Understandably Brannick is very keen to re-open the files. His boss, played by Lorcan Cranitch with marvellously silent-movie-dramatic eyebrows, much less so. There’s good tension between them with Cranitch’s Det Super Jackie Toomey - part of the decision to overlook the final skirmishes before the Good Friday Agreement so as not to jeopardise it - telling our man: “You’ll start a war. Emma’s gone.” When a mass grave is found you might want Brannick to get together with the uni lecturer to relieve some of the misery of this show. Yes, even if it means a return of that smirk.
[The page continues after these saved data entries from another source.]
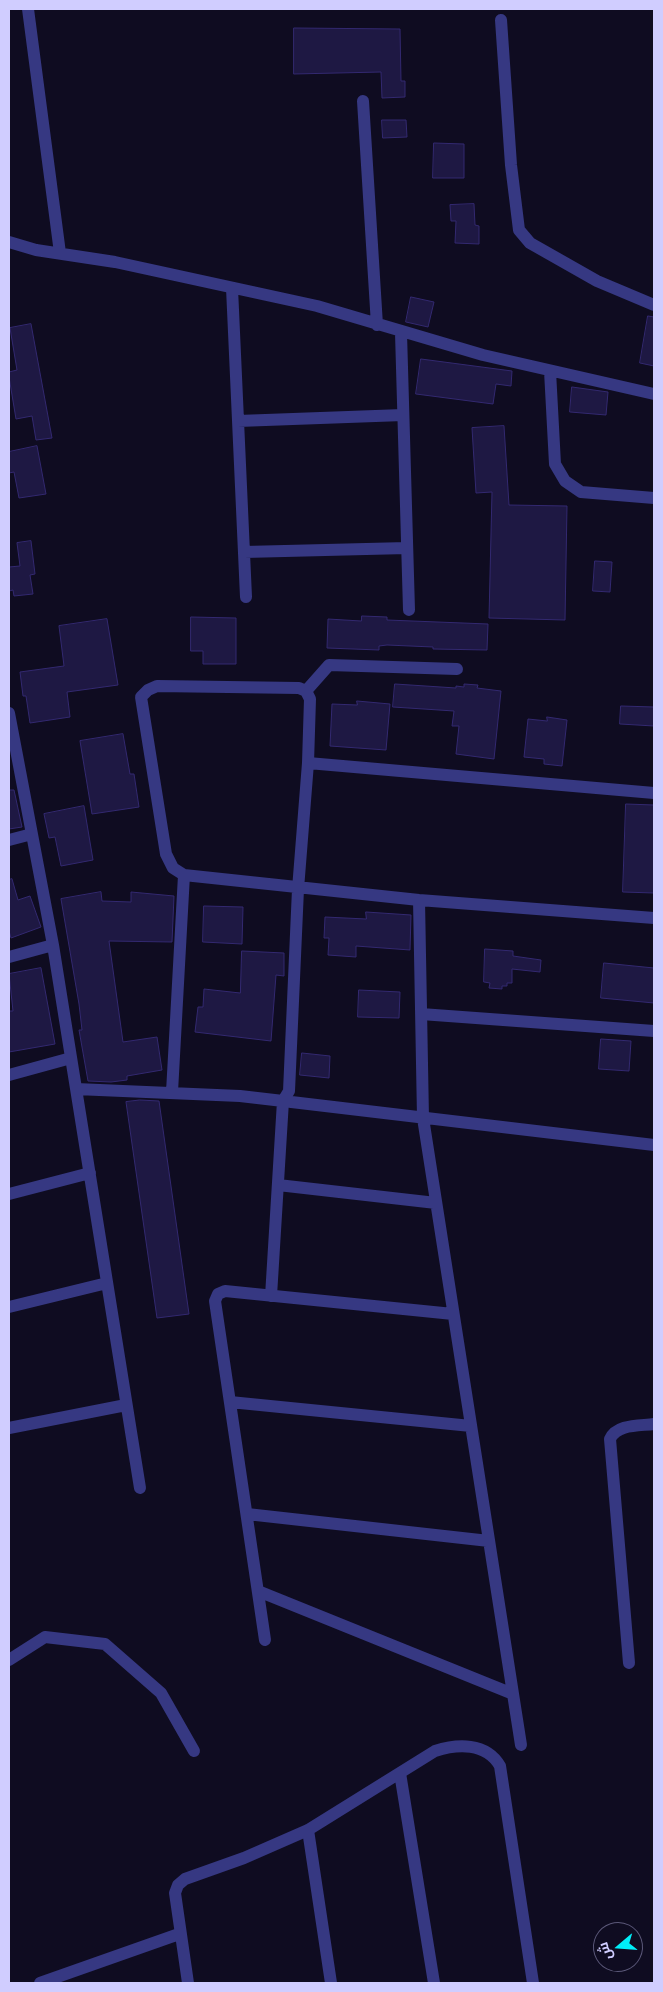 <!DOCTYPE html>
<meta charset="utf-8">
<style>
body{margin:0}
#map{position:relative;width:663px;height:1992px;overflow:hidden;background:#0f0c21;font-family:Mulish,Cairo,sans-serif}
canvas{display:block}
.frame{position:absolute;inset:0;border:10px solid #d0cdff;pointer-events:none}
.north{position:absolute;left:593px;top:1922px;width:50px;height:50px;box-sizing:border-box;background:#0f0c21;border:1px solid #5c597a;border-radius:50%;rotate:252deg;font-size:14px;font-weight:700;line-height:20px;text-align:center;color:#d0cdff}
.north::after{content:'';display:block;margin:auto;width:18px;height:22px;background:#00eef8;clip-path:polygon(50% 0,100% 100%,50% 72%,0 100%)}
</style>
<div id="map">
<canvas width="663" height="1992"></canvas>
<div class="frame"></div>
<div class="north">ش</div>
</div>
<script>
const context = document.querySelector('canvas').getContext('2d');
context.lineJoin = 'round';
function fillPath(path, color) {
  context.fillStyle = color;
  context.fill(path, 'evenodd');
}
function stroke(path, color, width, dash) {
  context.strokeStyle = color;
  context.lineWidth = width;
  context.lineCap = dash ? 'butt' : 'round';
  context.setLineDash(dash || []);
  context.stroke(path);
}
const building = new Path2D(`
 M294 28 400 29 401 81H405V97L382 98 381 72 294 74Z
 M382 120H406L407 137 383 138Z
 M434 143 464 144V178H433Z
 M474 204 475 225 479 226V244L455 243 456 221H451L450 205Z
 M411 297 434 302 428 327 406 322Z
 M648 316 654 317V366L640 363Z
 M31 324 52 438 36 440 32 416 16 419 9 377V372L17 370 10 328Z
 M421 359 512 371 511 386 496 384 493 404 416 394Z
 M572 387 608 392 606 415 570 412Z
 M504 426 509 505 567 506 565 620 489 618 492 492 476 493 472 428Z
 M37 446 46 494 19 498 14 472 9 473V452Z
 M31 541 35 574 30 575 33 594 14 596 13 590 9 591V567L20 566 17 543Z
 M595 561 612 562 610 592 593 591Z
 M362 616 387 617V620L488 624 487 650 433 649V647L387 645 379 646V650L327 648 328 619 361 621Z
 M191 617 236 618V664H203V651H191Z
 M107 619 118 685 67 692 70 717 30 723 26 696H23L20 672 64 666 59 626Z
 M395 684 456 688V686L464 687V684L478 685 477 688 501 691 494 759 456 754 459 726H452L454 711 393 707Z
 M357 701 390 704 386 750 330 746 332 704 357 705Z
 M621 706 654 707V726L620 724Z
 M547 717 567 720 562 766 544 764V759L524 757 528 719 547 721Z
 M123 734 130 774H134L139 807 92 814 80 741Z
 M9 790H14L22 827 9 829Z
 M626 804 654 805V893L623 892Z
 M84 806 93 860 61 866 55 837 49 838 44 814Z
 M12 879 18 900 30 896 41 927 11 938 9 931V880Z
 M101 892 102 901 131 902V892L174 896 172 942 109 941 123 1042 157 1037 162 1070 127 1076V1080L111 1082 88 1081 79 1030H82L79 1004 61 899Z
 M204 906 243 907 242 944 203 942Z
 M366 912 411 915 410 950 356 946V957L328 955 329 938H324L325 917 366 919Z
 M485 949 513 951V956L541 960 540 972 512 969V983H507V986H502V989L489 988 490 983 484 982Z
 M242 951 284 953V976L276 975 271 1041 195 1032 198 1007H203L204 989 240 993Z
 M604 963 654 968V1003L601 998Z
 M41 968 55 1044 9 1052V1011H13L9 974Z
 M359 990 400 992 399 1018 358 1017Z
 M601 1039 631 1041 629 1071 599 1069Z
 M302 1053 330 1056 329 1078 300 1075Z
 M140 1100 159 1101 189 1314 157 1318 126 1102Z`);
fillPath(building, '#1e1843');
stroke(building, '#332970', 1);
stroke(new Path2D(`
 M28 9 60 253
 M501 20 511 165 519 230 530 243 597 281 654 305
 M363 101 377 325
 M9 242 36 250 115 262 317 306 483 355 654 394
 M232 288 246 597
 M401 333 409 610
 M550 371 555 464 565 481 581 492 654 498
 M238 421 403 415
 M244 552 407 548
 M306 691 329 665 457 669
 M9 713 53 945 140 1488
 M308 763 654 793
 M9 840 32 834
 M419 900 423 1118 521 1745
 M9 957 53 945
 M421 1014 654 1031
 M9 1075 71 1058
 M76 1089 240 1096 283 1101 289 1091 298 889 308 763 310 699 306 691 299 688 157 686 148 690 141 697 166 854 173 868 184 875 419 900 654 918
 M172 1092 184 875
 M278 1185 436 1203
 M9 1194 90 1173
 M271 1296 283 1101 654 1145
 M9 1307 107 1283
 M230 1402 471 1426
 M9 1428 126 1405
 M247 1514 489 1541
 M258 1591 513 1694
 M265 1640 215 1301 218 1294 225 1291 453 1314
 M9 1660 45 1637 105 1644 161 1693 194 1751
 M629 1663 610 1439C617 1424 639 1426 654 1424
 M400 1773 434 1983
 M308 1830 331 1983
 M40 1983 179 1934
 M188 1983 175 1893 178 1885 185 1879 244 1858 308 1830 435 1751C457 1744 486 1742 500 1766L533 1983`), '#363882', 12);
</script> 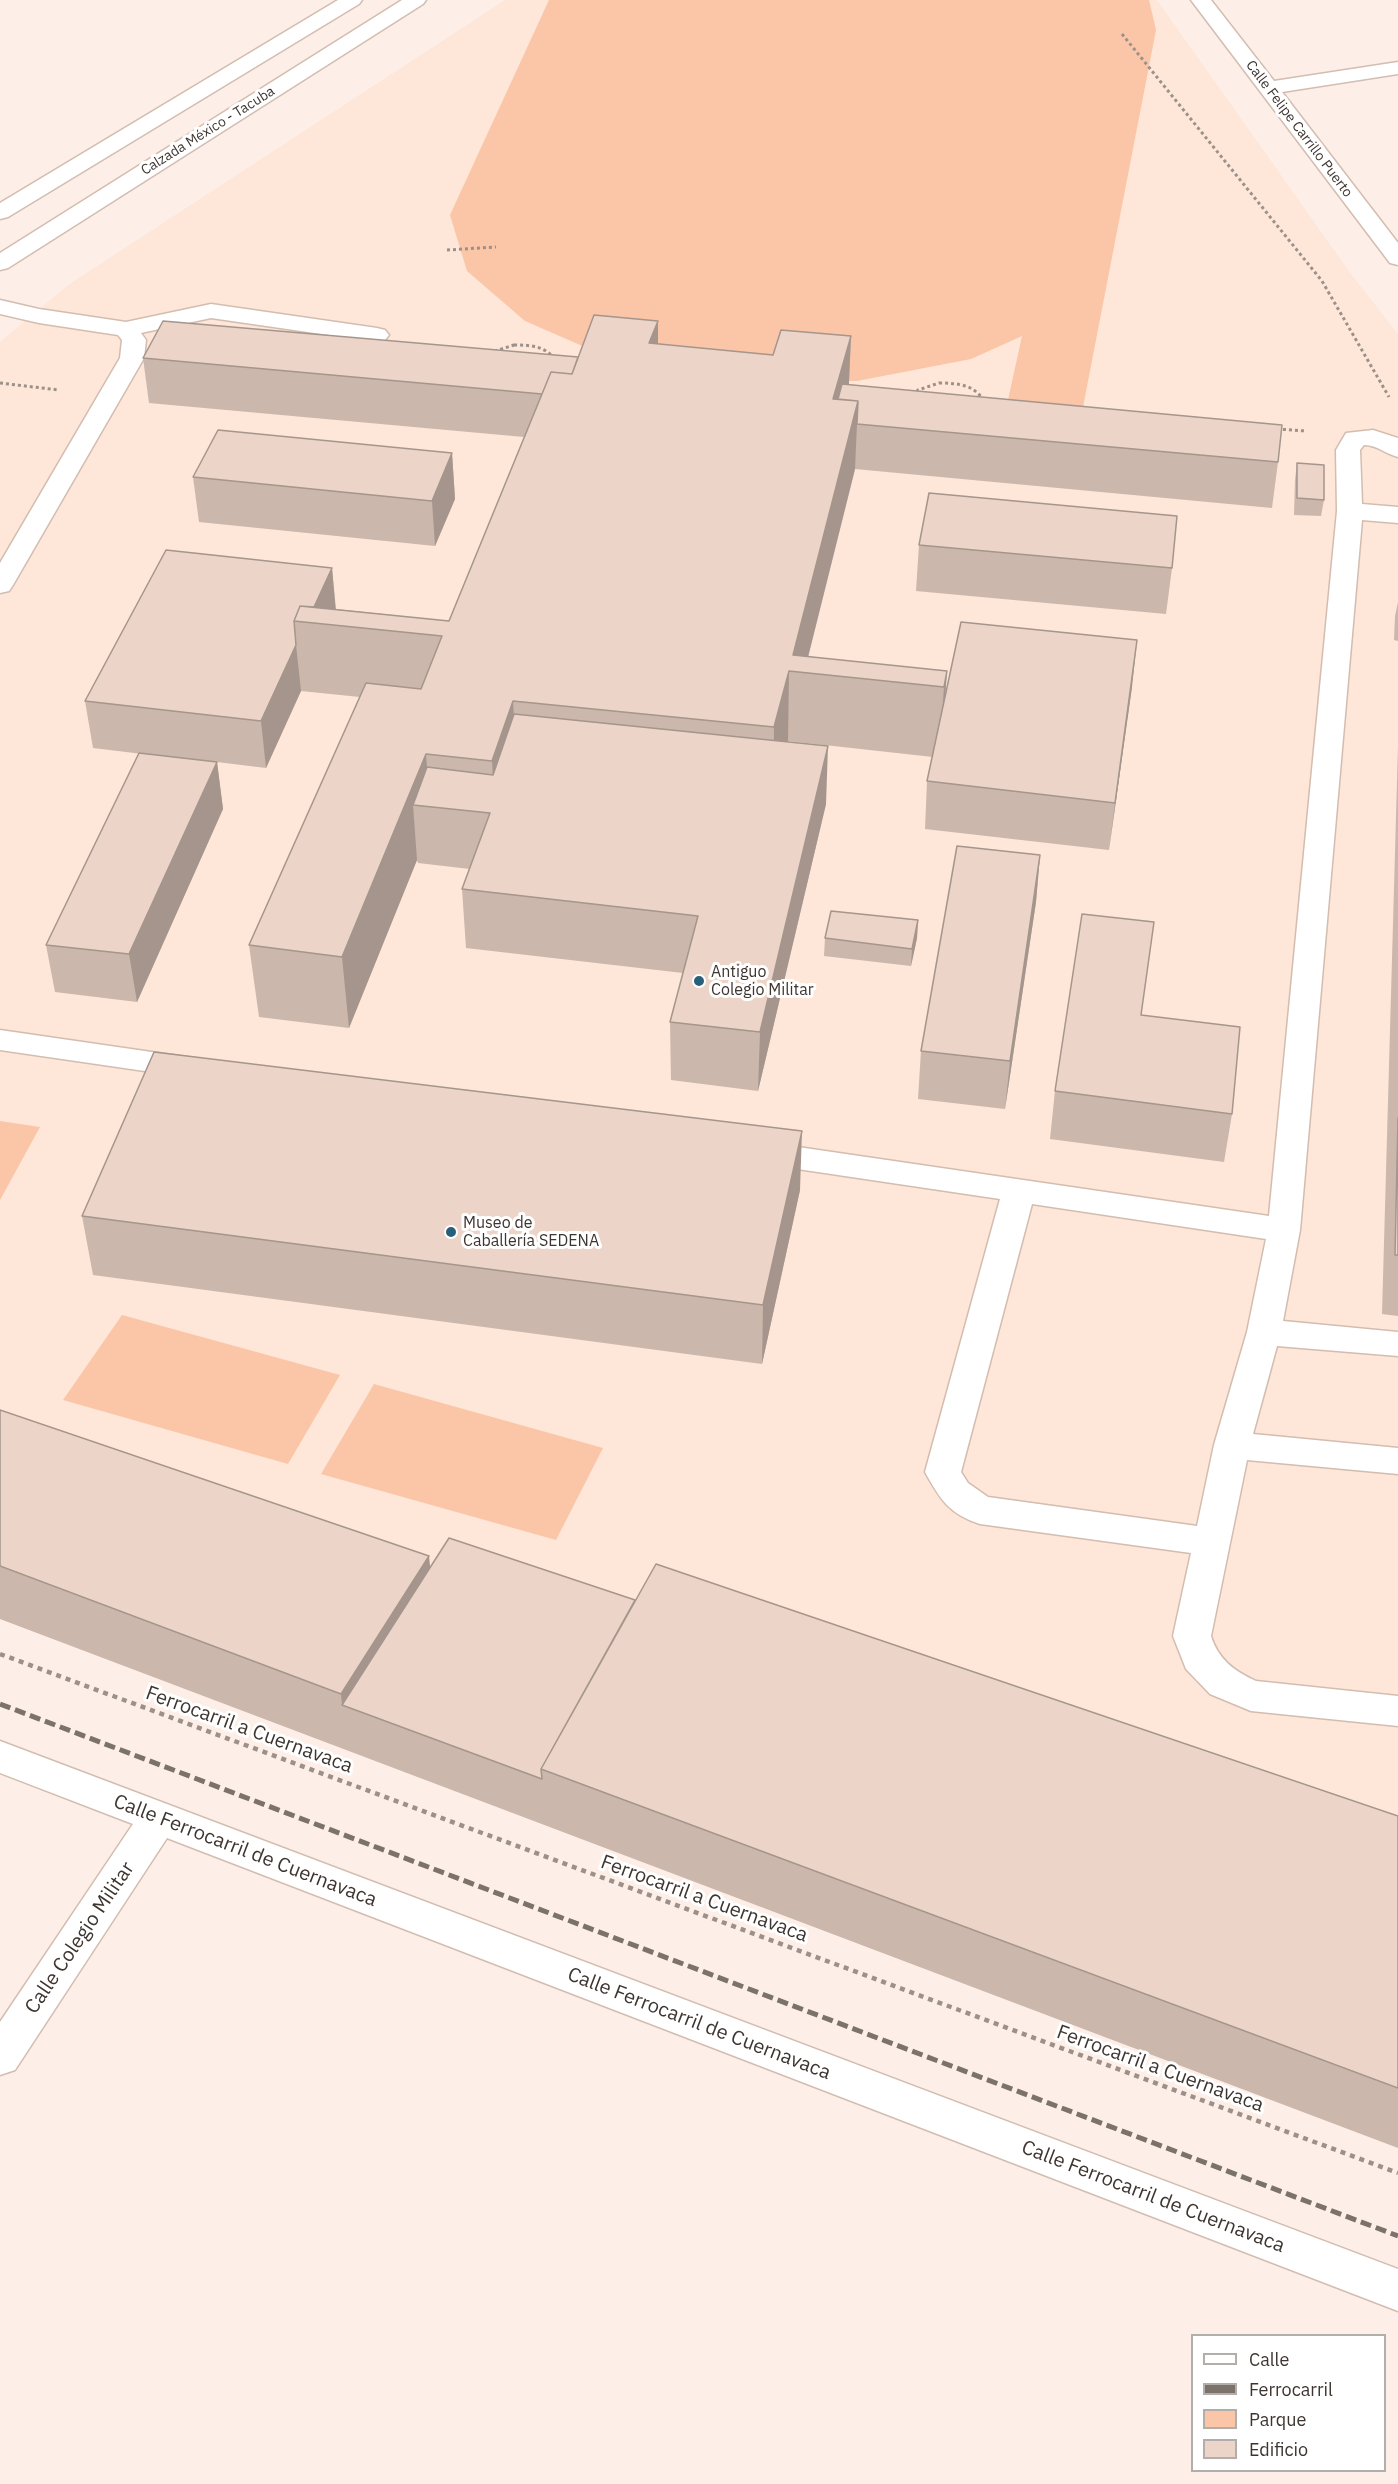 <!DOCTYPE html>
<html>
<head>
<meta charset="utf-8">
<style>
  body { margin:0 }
  #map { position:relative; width:1398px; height:2484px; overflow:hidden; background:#fdefe7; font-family:"IBM Plex Sans",sans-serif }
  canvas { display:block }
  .legend { position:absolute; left:1191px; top:2334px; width:195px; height:138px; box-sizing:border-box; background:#fff; border:2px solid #b2aeac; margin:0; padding:8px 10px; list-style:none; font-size:18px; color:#3e3530 }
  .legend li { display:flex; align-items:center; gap:12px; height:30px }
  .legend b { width:30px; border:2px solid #b2aeac }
</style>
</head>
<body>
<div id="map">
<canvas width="1398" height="2484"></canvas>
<ul class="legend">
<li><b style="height:8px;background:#fff"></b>Calle</li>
<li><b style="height:8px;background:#7c726c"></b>Ferrocarril</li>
<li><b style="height:16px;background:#fac6a7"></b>Parque</li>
<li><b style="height:16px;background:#ecd5c8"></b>Edificio</li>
</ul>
</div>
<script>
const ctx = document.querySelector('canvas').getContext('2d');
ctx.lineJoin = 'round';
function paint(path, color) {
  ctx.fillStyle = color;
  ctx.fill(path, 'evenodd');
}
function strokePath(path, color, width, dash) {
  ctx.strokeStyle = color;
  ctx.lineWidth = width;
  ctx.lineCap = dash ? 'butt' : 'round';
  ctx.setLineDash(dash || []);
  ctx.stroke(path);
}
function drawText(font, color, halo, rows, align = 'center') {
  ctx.font = font + ' "IBM Plex Sans",sans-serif';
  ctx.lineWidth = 6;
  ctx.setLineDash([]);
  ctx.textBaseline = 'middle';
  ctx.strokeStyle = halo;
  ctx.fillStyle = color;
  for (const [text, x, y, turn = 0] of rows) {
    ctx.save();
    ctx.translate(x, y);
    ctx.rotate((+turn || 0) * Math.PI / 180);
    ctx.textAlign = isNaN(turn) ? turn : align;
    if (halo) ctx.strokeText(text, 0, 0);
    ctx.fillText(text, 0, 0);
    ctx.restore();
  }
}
const built = new Path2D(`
  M505,0H1157L1351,274L1398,334V2148L0,1619V342L68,285Z`);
const green = new Path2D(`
  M549,0H1149L1156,30L1083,407L1008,400L1022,336L971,359L857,381H736L617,361L525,321L467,271L450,215Z
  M0,1121L40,1127L0,1200Z
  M122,1315L340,1375L288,1464L63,1400Z
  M374,1384L603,1448L556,1540L321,1474Z`);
const pathFar1 = new Path2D(`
  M1122,34L1322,281L1389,397
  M447,250L496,247
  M514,345C531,345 546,346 556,361C546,390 501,389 483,368L484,358L495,351Z
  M0,383L59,390
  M939,383C959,383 978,385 986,406C982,410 977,416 972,419C951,428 918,422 911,399L918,390Z
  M1277,429L1306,431`);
const path = new Path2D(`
  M0,1654L1398,2173`);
const minor = new Path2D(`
  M1191,0H1211L1274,81L1398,62V74L1282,92L1398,243V265L1390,263Z
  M0,300L39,309L126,322L211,304L377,328L385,330L389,335L385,340L377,342L211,318L141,333L146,340L144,358L13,585L9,591L0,593V563L120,358L122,340L118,335L39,323L0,314Z
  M1373,430L1398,438V457C1385,454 1378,445 1364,445L1360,450L1362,504L1398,507V523L1362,520L1300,1230L1283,1321L1398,1332V1356L1277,1346L1253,1434L1398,1448V1474L1247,1460L1211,1636C1218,1659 1234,1671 1256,1681L1398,1696V1726L1251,1711L1210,1694L1186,1669L1173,1636L1191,1553L980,1524C949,1514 940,1499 925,1472L1000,1199L757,1163L746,1160L741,1152L746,1144L757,1141L1269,1216L1337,511L1336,450L1346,433ZM1032,1204L1266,1239L1247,1332L1214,1445L1197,1526L988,1497L968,1483L961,1472Z
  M0,1030L193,1058L204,1061L209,1068L204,1075L193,1078L0,1050Z
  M0,1741L1398,2269V2311L167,1838L15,2070L0,2075V2022L133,1824L0,1773Z`);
const major = new Path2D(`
  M338,0H362L359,4L8,217L0,219V203Z
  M402,0H426L423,4L8,268L0,270V253Z`);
const rail = new Path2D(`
  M0,1704L1398,2236`);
const wall = new Path2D(`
  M658,321V344L773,355L851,336L849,385L1278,462L1272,508L855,469L808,657L947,671L945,699L1132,687L1109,850L925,829L927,781L933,757L788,741L826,804L758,1091L671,1080L670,1022L683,973L466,948L462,889L470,869L418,863L417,860L349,1028L259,1017L249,945L360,697L301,691L266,768L217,762L223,809L137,1002L55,992L46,945L159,756L93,748L85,701L332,568L336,609L449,621L524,437L149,403L143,358L578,357Z
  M452,453L455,499L435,546L199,522L193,477Z
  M1297,463L1324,500L1321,516L1294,515L1295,480Z
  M919,545L1172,568L1166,614L916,591Z
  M1398,602V641L1394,640L1395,616Z
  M1398,746V1316L1382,1314Z
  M1040,855L1036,902L1005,1109L918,1099L921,1051Z
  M918,920L917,938L911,966L824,956L825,938Z
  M1141,1015L1232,1114L1224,1162L1050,1139L1055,1091Z
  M800,1190L762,1364L93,1275L82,1216Z
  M0,1410L430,1567L635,1600L1398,1816V2148L0,1619Z`);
const shadedWall = new Path2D(`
  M658,321V388L649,343Z
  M851,336L848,403L833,399Z
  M858,401L855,469L804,673L793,655Z
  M452,453L455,499L435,546L432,501Z
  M332,568L336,614L307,622Z
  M1137,640L1132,687L1109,850L1115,803Z
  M296,645L301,691L266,768L261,721Z
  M789,671L788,741L773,798L774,727Z
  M947,671L942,741L939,757L944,687Z
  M513,701L517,771L496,832L492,761Z
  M828,746L826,804L758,1091L760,1032Z
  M426,754L430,807L413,805L417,860L349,1028L342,957Z
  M217,762L223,809L137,1002L129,954Z
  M1040,855L1036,902L1005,1109L1010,1061Z
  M918,920L917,938L911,966L912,949Z
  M802,1131L800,1190L762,1364L763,1305Z
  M429,1556L435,1614L342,1705L341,1694Z`);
const building = new Path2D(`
  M594,315L658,321L649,343L773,355L781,330L851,336L833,399L858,401L793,655L947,671L944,687L789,671L774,727L513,701L492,761L426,754L342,957L249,945L366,683L421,689L442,636L294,621L300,606L449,621L551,372L572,374Z
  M163,321L578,357L572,374L551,372L542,394L143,358Z
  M842,384L1282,425L1278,462L857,424L858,401L838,399Z
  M218,430L452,453L432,501L193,477Z
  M1297,463L1324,465V500L1297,498Z
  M929,493L1177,516L1172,568L919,545Z
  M166,550L332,568L314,607L300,606L294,621L296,645L261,721L85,701Z
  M961,622L1137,640L1115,803L927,781Z
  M514,714L828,746L760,1032L670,1022L698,916L462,889L490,813L413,805L427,767L493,775Z
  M139,753L217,762L129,954L46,945Z
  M957,846L1040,855L1010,1061L921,1051Z
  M831,911L918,920L912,949L825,938Z
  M1082,914L1154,922L1141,1015L1240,1027L1232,1114L1055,1091Z
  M154,1052L802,1131L763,1305L82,1216Z
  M1398,1118V1255H1395Z
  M0,1410L429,1556L341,1694L0,1566Z
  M449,1538L635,1600L541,1769L542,1779L342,1705Z
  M656,1564L1398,1816V2088L541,1769Z`);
const markers = [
  [699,981,6,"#295f7a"],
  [451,1232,6,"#295f7a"]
];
const farStreetnames = [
  ["Calle Felipe Carrillo Puerto",1299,129,53],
  ["Calzada México - Tacuba",208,131,-32]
];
const poiNames = [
  ["Antiguo",711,972],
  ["Colegio Militar",711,990],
  ["Museo de",463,1223],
  ["Caballería SEDENA",463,1241]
];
const nearStreetnames = [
  ["Ferrocarril a Cuernavaca",249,1730,20],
  ["Calle Ferrocarril de Cuernavaca",245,1851,21],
  ["Ferrocarril a Cuernavaca",704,1899,20],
  ["Calle Colegio Militar",80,1938,-56],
  ["Calle Ferrocarril de Cuernavaca",699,2024,21],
  ["Ferrocarril a Cuernavaca",1160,2069,20],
  ["Calle Ferrocarril de Cuernavaca",1153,2197,21]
];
paint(built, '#fee6d8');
paint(green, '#fac6a7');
strokePath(minor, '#d3bdb0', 3);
strokePath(major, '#d3bdb0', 3);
strokePath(pathFar1, '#9c918a', 3, [3, 3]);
strokePath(path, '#9c918a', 4.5, [5, 5]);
paint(minor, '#fff');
paint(major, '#fff');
strokePath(rail, '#7c726c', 5, [11, 5]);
paint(wall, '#cbb7ac');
paint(shadedWall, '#a5958c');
paint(building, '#ecd5c8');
strokePath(building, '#a5958c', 1.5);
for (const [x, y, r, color] of markers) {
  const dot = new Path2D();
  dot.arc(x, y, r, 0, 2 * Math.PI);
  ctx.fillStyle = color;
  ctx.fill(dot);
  strokePath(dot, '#fff', 2);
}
drawText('14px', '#3e3530', '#fff', farStreetnames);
drawText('16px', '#3e3530', '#fff', poiNames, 'left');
drawText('20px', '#3e3530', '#fff', nearStreetnames);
</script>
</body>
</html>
How stir-crazed and bevvied-up was that lockdown programme-pitching Zoom session to have produced a game show as demented at Gordon Ramsay’s Bank Balance (BBC1)? It’s Jenga on a four-way seesaw with trivia questions. So that no one feels exploited by the state broadcaster there’s lots of cuddly chat with the contestants. Then one admits: “I don’t even know what ‘Pastimes’ is.” Another, asked for five capitals more northerly than London, plumps confidently for Manchester. I could be kind and say that, stuck inside four walls, Covid has shrunk everyone’s worldview. Or I could say that this is the worst show I’ve seen in the whole of the pandemic.